Wheat 6

We've come a long ways together, brothers and sisters. Our journey will end soon, but not before we finish up with wheat aerials. Was I saving the best for last? You decide.

I have written before about the "how" of shooting aerially. It is here

We'll look here at 2008-2012, as I photographed in the Palouse all five years and I shot aerially each year. This is a post that could be brought down by its own weight, so to speak, as I very often make 400 to 500 frames each time I go up, so I will limit this post to five pictures for each year, starting in 2008:


The last two above were chosen by Anne Tucker for the permanent collection of the Museum of Fine Arts, Houston, Texas. Anne is the curator of photography there.

On to 2009:

2010:

2011:

The last, from 2012:

That's it. 25 photographs in a blog is a new record for me. One of the real pleasures in pulling this one together was to go through five years of pictures of flights over the Palouse. Many of the images shown here haven't been seen before, by anyone. My age, background, and where I grew up places my work squarely in defining terms like: abstract expressionist, minimalist, post WW II Modernist, etc. Perhaps this partly defines this obsession with the wheat fields not so much for what they are (although that is magnifcent in its own right) but for what they can become in photographs.
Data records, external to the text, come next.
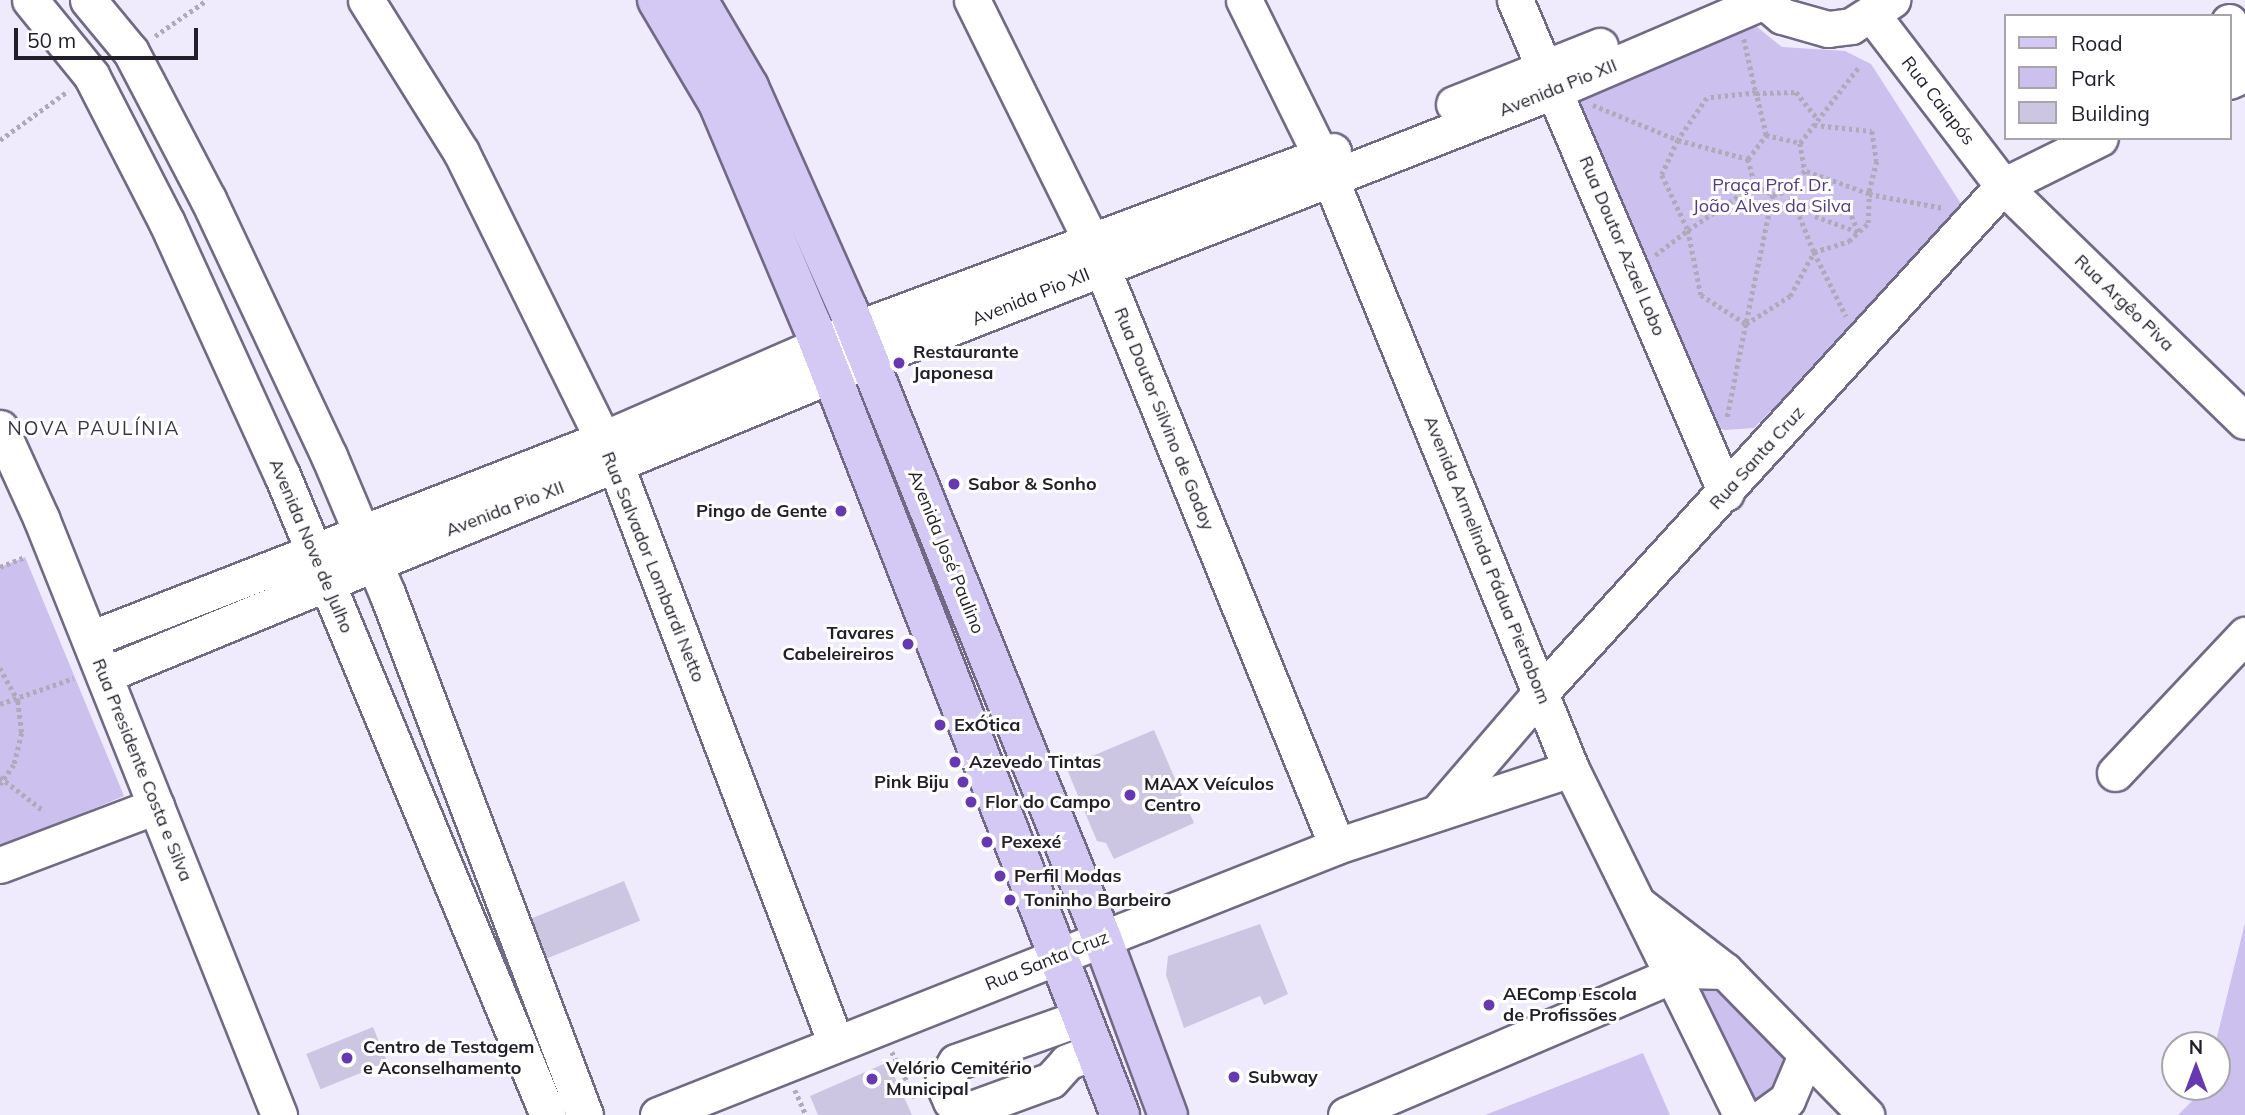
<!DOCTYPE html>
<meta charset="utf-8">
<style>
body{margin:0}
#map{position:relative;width:2245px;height:1115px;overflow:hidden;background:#efebfd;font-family:Mulish,sans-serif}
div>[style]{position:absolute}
.green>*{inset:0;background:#cbc0ee}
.building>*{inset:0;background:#ccc6e2;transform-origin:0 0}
.path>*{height:4.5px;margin-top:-2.25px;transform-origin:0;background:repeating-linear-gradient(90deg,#aeaaba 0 3.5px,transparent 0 7px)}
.roads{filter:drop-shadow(2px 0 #706a84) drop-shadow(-2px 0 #706a84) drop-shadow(0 2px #706a84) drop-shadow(0 -2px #706a84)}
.minor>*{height:35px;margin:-17.5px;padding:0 17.5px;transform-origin:17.5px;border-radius:17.5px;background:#fff}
.major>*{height:38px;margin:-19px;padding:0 19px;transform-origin:19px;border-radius:19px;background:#d4c9f5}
.dots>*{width:19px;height:19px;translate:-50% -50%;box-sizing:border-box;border:4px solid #fff;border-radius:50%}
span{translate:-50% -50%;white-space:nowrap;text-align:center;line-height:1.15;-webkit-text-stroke:6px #fff;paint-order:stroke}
.street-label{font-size:18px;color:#221f2a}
.park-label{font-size:18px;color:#523c81}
.poi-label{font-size:18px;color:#221f2a;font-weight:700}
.left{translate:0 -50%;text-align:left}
.right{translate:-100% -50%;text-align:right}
.neighbourhood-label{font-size:19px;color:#39334a;letter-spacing:2px}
.legend{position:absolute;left:2004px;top:14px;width:228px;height:126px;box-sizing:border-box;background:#fff;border:2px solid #a7a5aa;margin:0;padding:9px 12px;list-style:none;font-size:21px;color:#221f2a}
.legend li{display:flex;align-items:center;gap:14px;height:35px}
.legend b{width:35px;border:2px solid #a7a5aa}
.north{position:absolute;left:2161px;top:1031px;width:70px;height:70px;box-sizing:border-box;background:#fff;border:2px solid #a7a5aa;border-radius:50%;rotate:0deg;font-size:19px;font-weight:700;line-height:28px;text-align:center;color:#221f2a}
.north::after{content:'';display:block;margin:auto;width:24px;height:32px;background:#6639b1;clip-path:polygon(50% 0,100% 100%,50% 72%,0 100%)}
.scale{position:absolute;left:14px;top:28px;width:184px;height:32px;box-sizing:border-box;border:4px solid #221f2a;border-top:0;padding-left:9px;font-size:21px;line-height:24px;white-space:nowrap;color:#221f2a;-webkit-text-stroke:5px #fff;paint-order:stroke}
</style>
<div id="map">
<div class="green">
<div style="clip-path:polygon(1746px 18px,1782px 47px,1845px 51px,1871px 64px,1967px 213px,1754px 428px,1725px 430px,1706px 424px,1563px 94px)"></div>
<div style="clip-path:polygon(25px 557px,124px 796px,0 847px,0 567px)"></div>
<div style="clip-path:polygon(2245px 923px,2245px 1115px,2178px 1115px,2206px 1087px,2217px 1087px,2215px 1045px)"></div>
<div style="clip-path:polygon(1707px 974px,1796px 1065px,1749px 1113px,1686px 977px)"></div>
<div style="clip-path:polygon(1643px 1053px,1670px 1115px,1485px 1115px)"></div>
</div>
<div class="building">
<div style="clip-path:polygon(1154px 730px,1194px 823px,1114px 859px,1106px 843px,1097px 841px,1066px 767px)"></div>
<div style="left:624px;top:881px;width:43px;height:100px;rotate:68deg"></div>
<div style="clip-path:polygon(1260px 924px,1288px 994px,1264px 1005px,1260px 996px,1184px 1028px,1166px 975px,1168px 956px)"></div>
<div style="left:373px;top:1027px;width:38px;height:72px;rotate:68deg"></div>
<div style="clip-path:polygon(888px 1062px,912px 1115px,818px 1115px,810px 1096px)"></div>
</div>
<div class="path">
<div style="left:155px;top:36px;width:63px;rotate:-34.7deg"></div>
<div style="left:1744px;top:39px;width:55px;rotate:77.5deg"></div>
<div style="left:1756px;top:93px;width:49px;rotate:174.2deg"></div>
<div style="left:1707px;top:98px;width:51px;rotate:124.6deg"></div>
<div style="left:1678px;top:140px;width:73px;rotate:15.2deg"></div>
<div style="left:1748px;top:159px;width:30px;rotate:-53deg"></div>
<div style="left:1766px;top:135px;width:43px;rotate:-103.4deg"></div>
<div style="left:1756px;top:93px;width:40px;rotate:-1.4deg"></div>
<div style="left:1796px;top:92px;width:35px;rotate:51deg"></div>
<div style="left:1593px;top:105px;width:92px;rotate:22.4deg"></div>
<div style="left:1678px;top:140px;width:38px;rotate:115deg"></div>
<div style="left:1662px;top:175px;width:61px;rotate:64.7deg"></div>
<div style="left:1688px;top:230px;width:81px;rotate:-33.9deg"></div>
<div style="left:1755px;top:185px;width:21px;rotate:29deg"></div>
<div style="left:1773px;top:195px;width:132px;rotate:101.8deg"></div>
<div style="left:1814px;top:125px;width:58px;rotate:5.9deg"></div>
<div style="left:1872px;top:131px;width:30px;rotate:81deg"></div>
<div style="left:1877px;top:161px;width:34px;rotate:104deg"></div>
<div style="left:1869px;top:194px;width:76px;rotate:10.6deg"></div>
<div style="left:1766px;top:135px;width:35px;rotate:13deg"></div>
<div style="left:1800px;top:143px;width:95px;rotate:-52.3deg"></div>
<div style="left:0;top:140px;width:84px;rotate:-35.8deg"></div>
<div style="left:1800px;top:143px;width:28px;rotate:80deg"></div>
<div style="left:1748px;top:159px;width:27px;rotate:75deg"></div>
<div style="left:1773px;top:195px;width:17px;rotate:-17deg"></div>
<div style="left:1789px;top:190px;width:67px;rotate:68deg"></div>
<div style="left:1814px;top:252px;width:37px;rotate:-17deg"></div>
<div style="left:1849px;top:241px;width:26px;rotate:-43deg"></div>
<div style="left:1868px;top:223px;width:29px;rotate:-88deg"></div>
<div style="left:1869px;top:194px;width:68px;rotate:-160.2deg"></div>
<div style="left:1805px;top:171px;width:25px;rotate:130deg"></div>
<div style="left:1815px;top:216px;width:46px;rotate:20.4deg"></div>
<div style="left:1858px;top:232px;width:26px;rotate:-113deg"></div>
<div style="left:1655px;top:255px;width:41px;rotate:-37.1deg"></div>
<div style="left:1688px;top:230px;width:66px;rotate:78.7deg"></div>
<div style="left:1701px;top:295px;width:54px;rotate:32.8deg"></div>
<div style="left:1746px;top:324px;width:97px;rotate:101.3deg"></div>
<div style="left:1746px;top:324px;width:52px;rotate:-32.5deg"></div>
<div style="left:1790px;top:296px;width:50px;rotate:-61.4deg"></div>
<div style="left:1814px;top:252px;width:72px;rotate:63.4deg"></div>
<div style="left:0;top:567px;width:27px;rotate:-22deg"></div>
<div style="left:0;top:668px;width:38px;rotate:61deg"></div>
<div style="left:18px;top:701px;width:32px;rotate:83deg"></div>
<div style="left:22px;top:733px;width:33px;rotate:104deg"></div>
<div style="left:14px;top:765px;width:24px;rotate:125deg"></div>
<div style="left:0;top:704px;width:78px;rotate:-19.4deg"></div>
<div style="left:0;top:777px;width:56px;rotate:37.7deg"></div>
<div style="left:892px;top:1052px;width:51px;rotate:62.9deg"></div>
<div style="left:795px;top:1090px;width:27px;rotate:66deg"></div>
</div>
<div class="roads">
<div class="minor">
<div style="left:30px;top:0;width:97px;rotate:50.9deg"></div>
<div style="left:91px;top:75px;width:166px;rotate:62.8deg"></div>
<div style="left:167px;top:223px;width:277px;rotate:65.5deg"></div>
<div style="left:282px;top:475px;width:693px;rotate:67.43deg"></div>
<div style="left:88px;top:0;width:67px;rotate:50.4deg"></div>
<div style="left:131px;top:52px;width:166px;rotate:62.4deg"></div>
<div style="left:208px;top:199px;width:284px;rotate:64.8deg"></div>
<div style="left:329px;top:456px;width:149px;rotate:67.1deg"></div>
<div style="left:387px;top:593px;width:558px;rotate:69.23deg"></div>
<div style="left:366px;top:0;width:179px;rotate:58deg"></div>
<div style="left:461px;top:152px;width:350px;rotate:63.7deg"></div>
<div style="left:616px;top:466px;width:618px;rotate:69.16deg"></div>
<div style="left:972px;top:0;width:269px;rotate:63.7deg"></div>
<div style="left:1091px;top:241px;width:653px;rotate:67.87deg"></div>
<div style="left:1244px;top:0;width:174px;rotate:63.7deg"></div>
<div style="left:1321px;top:156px;width:662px;rotate:67.81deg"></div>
<div style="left:1571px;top:769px;width:386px;rotate:63.8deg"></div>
<div style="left:1515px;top:0;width:536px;rotate:66.83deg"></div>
<div style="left:1763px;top:0;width:25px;rotate:40deg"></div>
<div style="left:1782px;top:16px;width:48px;rotate:15.8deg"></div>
<div style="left:1828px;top:29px;width:23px;rotate:-7deg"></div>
<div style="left:1851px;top:26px;width:49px;rotate:-32.4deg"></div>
<div style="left:1873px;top:16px;width:214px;rotate:52.6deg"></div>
<div style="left:2003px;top:186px;width:337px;rotate:44.2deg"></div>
<div style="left:2229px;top:22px;width:32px;rotate:60deg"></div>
<div style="left:2229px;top:81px;width:17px;rotate:-24deg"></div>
<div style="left:1454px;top:104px;width:157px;rotate:-21.7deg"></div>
<div style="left:0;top:428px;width:99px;rotate:65.5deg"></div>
<div style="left:41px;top:518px;width:643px;rotate:68.26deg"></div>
<div style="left:90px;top:639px;width:548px;rotate:-21.28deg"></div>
<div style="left:601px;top:440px;width:278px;rotate:-23.5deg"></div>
<div style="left:856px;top:329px;width:509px;rotate:-20.46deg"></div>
<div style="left:104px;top:675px;width:810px;rotate:-22.42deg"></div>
<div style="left:853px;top:366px;width:755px;rotate:-21.44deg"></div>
<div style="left:1556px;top:90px;width:226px;rotate:-23.2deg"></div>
<div style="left:2115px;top:773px;width:190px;rotate:-46.7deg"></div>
<div style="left:1438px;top:812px;width:160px;rotate:-49.3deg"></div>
<div style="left:1542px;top:691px;width:684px;rotate:-47.61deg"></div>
<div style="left:2003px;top:186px;width:108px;rotate:-26.3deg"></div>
<div style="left:0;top:865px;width:167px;rotate:-20.7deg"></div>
<div style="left:1641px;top:906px;width:106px;rotate:37.7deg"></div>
<div style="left:1725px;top:971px;width:202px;rotate:45.6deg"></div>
<div style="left:1083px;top:1017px;width:135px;rotate:160.5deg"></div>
<div style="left:956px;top:1062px;width:25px;rotate:122deg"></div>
<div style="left:943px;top:1083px;width:20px;rotate:66deg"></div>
<div style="left:951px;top:1101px;width:20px;rotate:27deg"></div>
<div style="left:969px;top:1110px;width:87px;rotate:-20.1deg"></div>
<div style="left:1051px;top:1080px;width:24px;rotate:-48deg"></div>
<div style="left:1067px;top:1062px;width:31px;rotate:-21deg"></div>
<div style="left:658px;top:1115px;width:730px;rotate:-21.61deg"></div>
<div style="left:1337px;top:846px;width:246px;rotate:-18.2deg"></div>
<div style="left:1346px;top:1115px;width:369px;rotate:-23.2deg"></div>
<div style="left:1685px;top:970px;width:40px;rotate:1.4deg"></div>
<div style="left:1766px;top:1115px;width:26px;rotate:-36deg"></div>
<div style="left:1787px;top:1100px;width:49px;rotate:-67.1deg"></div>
</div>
<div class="major">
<div style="left:657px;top:0;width:120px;rotate:59.4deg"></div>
<div style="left:718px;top:103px;width:241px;rotate:67.1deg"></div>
<div style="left:812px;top:325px;width:848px;rotate:68.7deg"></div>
<div style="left:698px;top:0;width:101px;rotate:59.6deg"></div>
<div style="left:749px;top:87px;width:243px;rotate:66deg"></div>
<div style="left:848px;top:309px;width:678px;rotate:68.01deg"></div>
<div style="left:1102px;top:938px;width:189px;rotate:69.6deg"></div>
</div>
</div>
<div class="dots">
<div style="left:899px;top:363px;background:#6639b1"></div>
<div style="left:954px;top:484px;background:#6639b1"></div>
<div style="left:841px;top:511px;background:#6639b1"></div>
<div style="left:908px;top:644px;background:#6639b1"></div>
<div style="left:940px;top:725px;background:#6639b1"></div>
<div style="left:955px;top:762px;background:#6639b1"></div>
<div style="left:963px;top:782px;background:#6639b1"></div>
<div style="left:1130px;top:795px;background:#6639b1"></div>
<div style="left:971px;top:802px;background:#6639b1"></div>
<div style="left:987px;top:842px;background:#6639b1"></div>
<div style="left:1000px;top:876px;background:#6639b1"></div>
<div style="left:1010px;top:900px;background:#6639b1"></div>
<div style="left:1489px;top:1005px;background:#6639b1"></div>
<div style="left:347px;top:1058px;background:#6639b1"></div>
<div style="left:1234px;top:1077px;background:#6639b1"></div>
<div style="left:872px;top:1079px;background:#6639b1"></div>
</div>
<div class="street-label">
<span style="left:1558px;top:88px;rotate:-22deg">Avenida Pio XII</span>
<span style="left:1938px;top:101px;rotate:52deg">Rua Caiapós</span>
<span style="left:1622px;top:246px;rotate:67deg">Rua Doutor Azael Lobo</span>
<span style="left:1031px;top:297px;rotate:-22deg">Avenida Pio XII</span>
<span style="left:2124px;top:303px;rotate:44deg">Rua Argêo Piva</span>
<span style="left:1164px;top:419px;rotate:68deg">Rua Doutor Silvino de Godoy</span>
<span style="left:1757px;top:458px;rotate:-48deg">Rua Santa Cruz</span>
<span style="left:505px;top:509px;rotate:-21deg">Avenida Pio XII</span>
<span style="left:311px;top:546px;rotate:67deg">Avenida Nove de Julho</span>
<span style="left:946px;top:552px;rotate:68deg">Avenida José Paulino</span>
<span style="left:1487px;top:560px;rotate:68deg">Avenida Armelinda Pádua Pietrobom</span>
<span style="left:653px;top:567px;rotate:68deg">Rua Salvador Lombardi Netto</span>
<span style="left:142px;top:770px;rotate:68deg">Rua Presidente Costa e Silva</span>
<span style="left:1047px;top:961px;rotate:-22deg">Rua Santa Cruz</span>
</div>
<div class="park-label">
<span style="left:1772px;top:196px">Praça Prof. Dr.<br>João Alves da Silva</span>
</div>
<div class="poi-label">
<span class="left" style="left:913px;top:363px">Restaurante<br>Japonesa</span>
<span class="left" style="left:968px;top:484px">Sabor &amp; Sonho</span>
<span class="right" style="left:827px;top:511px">Pingo de Gente</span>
<span class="right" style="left:894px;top:644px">Tavares<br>Cabeleireiros</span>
<span class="left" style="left:954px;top:725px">ExÓtica</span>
<span class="left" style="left:969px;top:762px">Azevedo Tintas</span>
<span class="right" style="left:949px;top:782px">Pink Biju</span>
<span class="left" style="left:1144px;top:795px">MAAX Veículos<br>Centro</span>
<span class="left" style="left:985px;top:802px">Flor do Campo</span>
<span class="left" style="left:1001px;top:842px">Pexexé</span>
<span class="left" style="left:1014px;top:876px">Perfil Modas</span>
<span class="left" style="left:1024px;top:900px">Toninho Barbeiro</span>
<span class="left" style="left:1503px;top:1005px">AEComp Escola<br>de Profissões</span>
<span class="left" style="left:363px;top:1058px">Centro de Testagem<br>e Aconselhamento</span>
<span class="left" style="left:886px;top:1079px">Velório Cemitério<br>Municipal</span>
<span class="left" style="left:1248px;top:1077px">Subway</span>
</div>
<div class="neighbourhood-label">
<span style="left:94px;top:429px">NOVA PAULÍNIA</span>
</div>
<ul class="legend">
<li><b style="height:9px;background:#d4c9f5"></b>Road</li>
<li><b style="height:19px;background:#cbc0ee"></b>Park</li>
<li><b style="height:19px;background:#ccc6e2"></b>Building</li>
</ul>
<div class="north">N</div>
<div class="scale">50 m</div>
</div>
Has there been change and progress through these five years of shooting aerials? Absolutely. You can see this showing itself in the 2011 and 2012 imagery which is  more abstract and sometimes not as pretty. Technically, file size has increased as I've gone to bigger sensors, allowing larger prints.

The upcoming show in April, 2013 at the Danforth Museum in Framingham, MA will display aerials of the wheat fields. 

So that sums up twenty years worth of making pictures in one corner of the state of Washington. I hope you have enjoyed this long posting. Let me know your thoughts on this work, please. 

Will I go back? Yes. There is more to do.